> **How to complete this task**: Output a verbatim copy of the data, cut off after the line that contains "width:63px; height:63px; display:grid;".
● ● ●
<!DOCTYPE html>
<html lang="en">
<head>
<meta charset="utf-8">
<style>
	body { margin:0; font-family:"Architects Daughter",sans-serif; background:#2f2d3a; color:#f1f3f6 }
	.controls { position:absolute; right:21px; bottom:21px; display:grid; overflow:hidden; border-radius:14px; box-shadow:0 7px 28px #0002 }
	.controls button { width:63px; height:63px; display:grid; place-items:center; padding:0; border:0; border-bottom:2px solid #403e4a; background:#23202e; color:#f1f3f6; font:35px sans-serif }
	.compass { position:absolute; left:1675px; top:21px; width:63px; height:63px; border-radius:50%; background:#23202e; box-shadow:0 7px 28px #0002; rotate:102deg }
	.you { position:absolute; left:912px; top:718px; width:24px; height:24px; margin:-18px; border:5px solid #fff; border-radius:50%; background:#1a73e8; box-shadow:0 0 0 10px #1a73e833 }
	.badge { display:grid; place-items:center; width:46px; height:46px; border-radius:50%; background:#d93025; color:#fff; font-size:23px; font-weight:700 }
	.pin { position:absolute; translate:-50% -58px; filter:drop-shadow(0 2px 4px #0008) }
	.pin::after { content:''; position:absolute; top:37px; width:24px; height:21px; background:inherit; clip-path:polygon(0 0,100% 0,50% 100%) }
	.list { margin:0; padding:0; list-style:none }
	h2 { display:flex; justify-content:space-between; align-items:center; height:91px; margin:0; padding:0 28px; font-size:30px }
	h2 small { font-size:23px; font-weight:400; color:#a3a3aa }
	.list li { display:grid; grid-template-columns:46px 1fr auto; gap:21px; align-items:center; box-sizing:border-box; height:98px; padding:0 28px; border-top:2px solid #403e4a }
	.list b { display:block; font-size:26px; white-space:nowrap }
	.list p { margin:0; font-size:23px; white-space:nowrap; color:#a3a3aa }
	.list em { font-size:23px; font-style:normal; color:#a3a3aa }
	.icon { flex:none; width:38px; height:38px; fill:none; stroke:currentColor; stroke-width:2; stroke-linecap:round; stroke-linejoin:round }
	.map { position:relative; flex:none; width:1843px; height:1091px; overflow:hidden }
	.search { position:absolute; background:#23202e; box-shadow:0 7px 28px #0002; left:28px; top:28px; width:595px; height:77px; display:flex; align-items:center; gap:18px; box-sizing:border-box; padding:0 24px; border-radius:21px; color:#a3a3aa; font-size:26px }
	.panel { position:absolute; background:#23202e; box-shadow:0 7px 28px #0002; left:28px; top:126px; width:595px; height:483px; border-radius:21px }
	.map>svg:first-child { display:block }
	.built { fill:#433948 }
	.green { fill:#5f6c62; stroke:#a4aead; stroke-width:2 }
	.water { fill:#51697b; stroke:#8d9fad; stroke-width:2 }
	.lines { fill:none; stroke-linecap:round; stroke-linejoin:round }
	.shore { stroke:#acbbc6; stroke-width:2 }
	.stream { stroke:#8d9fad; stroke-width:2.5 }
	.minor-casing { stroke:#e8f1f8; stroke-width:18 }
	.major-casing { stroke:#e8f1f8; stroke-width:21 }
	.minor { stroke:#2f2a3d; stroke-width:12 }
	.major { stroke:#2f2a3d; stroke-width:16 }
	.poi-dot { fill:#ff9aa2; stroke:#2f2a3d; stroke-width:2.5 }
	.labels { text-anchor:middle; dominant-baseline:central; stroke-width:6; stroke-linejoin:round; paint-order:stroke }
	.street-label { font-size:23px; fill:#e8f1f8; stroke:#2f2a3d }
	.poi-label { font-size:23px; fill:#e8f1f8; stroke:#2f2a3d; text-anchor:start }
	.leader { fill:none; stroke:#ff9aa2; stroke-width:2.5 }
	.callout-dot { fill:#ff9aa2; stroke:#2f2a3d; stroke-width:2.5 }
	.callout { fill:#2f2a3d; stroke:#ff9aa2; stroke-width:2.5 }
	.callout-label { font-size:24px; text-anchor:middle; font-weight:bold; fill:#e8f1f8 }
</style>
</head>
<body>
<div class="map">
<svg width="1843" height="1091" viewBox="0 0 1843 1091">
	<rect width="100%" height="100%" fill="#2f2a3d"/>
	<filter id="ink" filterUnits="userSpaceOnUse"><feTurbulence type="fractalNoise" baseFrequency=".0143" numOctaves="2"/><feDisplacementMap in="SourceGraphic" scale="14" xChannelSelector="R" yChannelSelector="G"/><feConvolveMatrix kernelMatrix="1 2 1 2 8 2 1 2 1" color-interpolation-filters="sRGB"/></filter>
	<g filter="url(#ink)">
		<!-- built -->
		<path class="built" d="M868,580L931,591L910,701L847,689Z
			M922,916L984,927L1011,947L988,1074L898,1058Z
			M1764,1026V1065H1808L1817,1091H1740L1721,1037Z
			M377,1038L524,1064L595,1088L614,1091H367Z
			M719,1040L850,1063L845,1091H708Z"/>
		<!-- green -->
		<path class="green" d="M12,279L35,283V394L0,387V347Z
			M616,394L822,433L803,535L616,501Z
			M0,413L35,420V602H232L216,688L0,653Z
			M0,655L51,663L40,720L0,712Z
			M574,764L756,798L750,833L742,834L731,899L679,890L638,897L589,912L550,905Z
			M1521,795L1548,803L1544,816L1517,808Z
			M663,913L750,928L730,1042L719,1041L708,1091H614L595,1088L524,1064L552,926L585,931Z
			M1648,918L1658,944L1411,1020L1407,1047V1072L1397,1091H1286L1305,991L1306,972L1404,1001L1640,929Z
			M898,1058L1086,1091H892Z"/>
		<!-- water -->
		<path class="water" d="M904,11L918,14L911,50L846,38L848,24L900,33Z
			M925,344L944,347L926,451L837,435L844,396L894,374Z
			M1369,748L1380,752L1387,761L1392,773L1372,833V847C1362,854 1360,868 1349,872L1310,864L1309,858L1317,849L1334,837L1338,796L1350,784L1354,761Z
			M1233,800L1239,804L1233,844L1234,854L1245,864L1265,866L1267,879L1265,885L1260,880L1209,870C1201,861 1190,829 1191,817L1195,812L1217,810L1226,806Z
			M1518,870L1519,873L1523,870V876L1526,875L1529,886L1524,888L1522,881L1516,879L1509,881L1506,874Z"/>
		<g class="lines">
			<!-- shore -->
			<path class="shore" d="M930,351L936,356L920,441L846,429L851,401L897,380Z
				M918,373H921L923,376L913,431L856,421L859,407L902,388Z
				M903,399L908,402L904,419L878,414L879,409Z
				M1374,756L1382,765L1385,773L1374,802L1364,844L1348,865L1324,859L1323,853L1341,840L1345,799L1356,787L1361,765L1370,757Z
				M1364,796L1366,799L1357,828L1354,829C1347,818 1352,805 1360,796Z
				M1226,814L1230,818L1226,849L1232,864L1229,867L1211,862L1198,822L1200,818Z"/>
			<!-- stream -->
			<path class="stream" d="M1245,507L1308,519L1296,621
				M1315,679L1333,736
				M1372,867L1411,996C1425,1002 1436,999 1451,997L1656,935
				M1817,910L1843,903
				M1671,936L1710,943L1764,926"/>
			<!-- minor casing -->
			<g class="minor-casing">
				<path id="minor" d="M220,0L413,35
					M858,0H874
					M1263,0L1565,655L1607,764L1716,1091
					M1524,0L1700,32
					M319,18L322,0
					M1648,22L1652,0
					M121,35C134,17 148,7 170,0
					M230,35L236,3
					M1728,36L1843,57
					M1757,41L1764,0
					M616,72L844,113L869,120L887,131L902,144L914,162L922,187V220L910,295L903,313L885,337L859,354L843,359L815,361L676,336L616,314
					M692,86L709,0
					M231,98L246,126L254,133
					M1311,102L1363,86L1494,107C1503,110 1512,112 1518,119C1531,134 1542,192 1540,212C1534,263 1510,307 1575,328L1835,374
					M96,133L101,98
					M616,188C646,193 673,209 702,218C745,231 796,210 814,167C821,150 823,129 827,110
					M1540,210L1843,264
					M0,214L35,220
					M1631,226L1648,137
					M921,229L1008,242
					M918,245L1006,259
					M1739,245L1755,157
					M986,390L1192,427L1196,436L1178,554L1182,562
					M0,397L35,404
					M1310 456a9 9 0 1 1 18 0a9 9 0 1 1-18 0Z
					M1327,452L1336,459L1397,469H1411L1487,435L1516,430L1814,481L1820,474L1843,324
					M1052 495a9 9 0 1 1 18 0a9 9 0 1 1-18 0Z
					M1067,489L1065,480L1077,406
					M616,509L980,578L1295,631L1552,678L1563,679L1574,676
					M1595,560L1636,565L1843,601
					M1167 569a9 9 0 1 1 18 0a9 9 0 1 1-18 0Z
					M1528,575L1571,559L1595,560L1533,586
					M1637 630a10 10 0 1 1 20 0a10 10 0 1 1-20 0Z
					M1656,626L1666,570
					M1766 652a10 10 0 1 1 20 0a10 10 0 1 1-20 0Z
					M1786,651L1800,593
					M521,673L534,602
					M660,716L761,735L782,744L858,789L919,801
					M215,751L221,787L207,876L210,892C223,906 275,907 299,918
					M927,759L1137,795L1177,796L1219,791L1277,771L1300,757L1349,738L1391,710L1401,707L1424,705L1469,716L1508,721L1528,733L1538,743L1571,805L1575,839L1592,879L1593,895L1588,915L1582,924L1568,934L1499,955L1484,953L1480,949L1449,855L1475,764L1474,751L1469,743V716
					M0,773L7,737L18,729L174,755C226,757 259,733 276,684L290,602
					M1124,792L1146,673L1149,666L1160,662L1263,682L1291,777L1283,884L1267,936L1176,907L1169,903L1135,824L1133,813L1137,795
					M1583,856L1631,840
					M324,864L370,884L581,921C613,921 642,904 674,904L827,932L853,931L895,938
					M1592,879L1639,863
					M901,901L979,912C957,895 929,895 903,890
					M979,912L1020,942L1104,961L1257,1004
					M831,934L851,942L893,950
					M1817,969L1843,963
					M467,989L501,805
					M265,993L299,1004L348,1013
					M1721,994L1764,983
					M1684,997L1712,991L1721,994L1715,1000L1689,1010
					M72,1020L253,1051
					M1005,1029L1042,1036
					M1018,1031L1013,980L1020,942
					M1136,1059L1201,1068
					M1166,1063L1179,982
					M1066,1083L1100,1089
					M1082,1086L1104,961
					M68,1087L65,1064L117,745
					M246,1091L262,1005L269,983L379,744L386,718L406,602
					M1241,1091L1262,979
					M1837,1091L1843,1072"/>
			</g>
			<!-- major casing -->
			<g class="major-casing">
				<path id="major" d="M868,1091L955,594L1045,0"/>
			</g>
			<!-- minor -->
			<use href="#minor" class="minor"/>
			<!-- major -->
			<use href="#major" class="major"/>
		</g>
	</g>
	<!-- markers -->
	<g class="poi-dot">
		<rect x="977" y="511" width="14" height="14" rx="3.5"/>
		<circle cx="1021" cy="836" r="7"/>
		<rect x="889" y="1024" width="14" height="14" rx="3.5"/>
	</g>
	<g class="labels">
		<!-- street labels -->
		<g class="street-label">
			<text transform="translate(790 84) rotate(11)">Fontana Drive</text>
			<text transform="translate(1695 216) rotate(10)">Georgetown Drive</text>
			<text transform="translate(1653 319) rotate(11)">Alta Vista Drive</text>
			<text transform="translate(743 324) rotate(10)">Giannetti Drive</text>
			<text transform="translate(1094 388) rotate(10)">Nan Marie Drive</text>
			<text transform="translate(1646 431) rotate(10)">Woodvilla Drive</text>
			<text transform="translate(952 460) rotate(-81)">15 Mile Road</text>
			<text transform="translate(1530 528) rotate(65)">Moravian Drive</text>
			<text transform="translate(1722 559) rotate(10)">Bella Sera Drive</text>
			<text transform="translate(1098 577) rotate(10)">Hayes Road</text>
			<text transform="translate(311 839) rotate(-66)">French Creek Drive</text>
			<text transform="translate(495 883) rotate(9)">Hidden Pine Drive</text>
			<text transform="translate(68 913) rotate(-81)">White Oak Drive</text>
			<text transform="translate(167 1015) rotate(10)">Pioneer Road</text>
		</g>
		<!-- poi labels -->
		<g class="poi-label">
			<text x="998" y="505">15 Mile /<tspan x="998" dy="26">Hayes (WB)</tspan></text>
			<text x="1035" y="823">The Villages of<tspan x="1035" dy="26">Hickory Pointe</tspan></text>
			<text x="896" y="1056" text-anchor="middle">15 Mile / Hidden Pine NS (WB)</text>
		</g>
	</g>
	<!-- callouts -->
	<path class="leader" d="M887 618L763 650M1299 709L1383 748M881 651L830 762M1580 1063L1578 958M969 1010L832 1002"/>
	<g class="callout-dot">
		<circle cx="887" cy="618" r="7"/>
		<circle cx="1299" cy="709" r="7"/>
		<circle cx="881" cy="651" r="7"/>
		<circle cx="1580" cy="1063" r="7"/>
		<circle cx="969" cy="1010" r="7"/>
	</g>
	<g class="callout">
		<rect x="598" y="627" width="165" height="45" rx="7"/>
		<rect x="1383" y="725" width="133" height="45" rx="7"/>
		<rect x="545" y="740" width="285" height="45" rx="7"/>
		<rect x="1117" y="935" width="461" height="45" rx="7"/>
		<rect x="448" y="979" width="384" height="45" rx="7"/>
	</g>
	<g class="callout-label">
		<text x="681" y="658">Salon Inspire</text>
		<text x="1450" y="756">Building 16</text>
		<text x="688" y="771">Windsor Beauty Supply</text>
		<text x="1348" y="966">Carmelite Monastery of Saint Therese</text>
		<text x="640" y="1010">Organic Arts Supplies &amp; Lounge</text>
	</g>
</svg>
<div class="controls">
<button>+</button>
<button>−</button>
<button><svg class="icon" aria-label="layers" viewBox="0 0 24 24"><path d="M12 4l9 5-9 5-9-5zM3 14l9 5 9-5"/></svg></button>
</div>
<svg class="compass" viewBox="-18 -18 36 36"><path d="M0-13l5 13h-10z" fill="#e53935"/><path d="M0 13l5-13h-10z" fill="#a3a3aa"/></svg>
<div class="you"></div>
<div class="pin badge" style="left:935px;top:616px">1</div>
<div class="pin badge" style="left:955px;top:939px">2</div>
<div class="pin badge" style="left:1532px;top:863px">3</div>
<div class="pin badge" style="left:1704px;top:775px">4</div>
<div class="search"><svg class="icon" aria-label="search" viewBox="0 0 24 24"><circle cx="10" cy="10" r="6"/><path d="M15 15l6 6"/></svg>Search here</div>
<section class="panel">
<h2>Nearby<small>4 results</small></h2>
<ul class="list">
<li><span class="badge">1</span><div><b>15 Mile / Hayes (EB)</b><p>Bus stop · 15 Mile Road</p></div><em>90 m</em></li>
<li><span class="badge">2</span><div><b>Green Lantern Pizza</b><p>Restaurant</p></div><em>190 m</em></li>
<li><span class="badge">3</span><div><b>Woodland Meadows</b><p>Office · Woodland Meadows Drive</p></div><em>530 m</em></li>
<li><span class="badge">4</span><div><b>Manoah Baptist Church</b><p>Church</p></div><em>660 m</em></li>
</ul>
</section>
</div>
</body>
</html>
● ● ●
> **Answer area**:
<!DOCTYPE html>
<html lang="en">
<head>
<meta charset="utf-8">
<style>
	body { margin:0; font-family:"Architects Daughter",sans-serif; background:#2f2d3a; color:#f1f3f6 }
	.controls { position:absolute; right:21px; bottom:21px; display:grid; overflow:hidden; border-radius:14px; box-shadow:0 7px 28px #0002 }
	.controls button { width:63px; height:63px; display:grid; place-items:center; padding:0; border:0; border-bottom:2px solid #403e4a; background:#23202e; color:#f1f3f6; font:35px sans-serif }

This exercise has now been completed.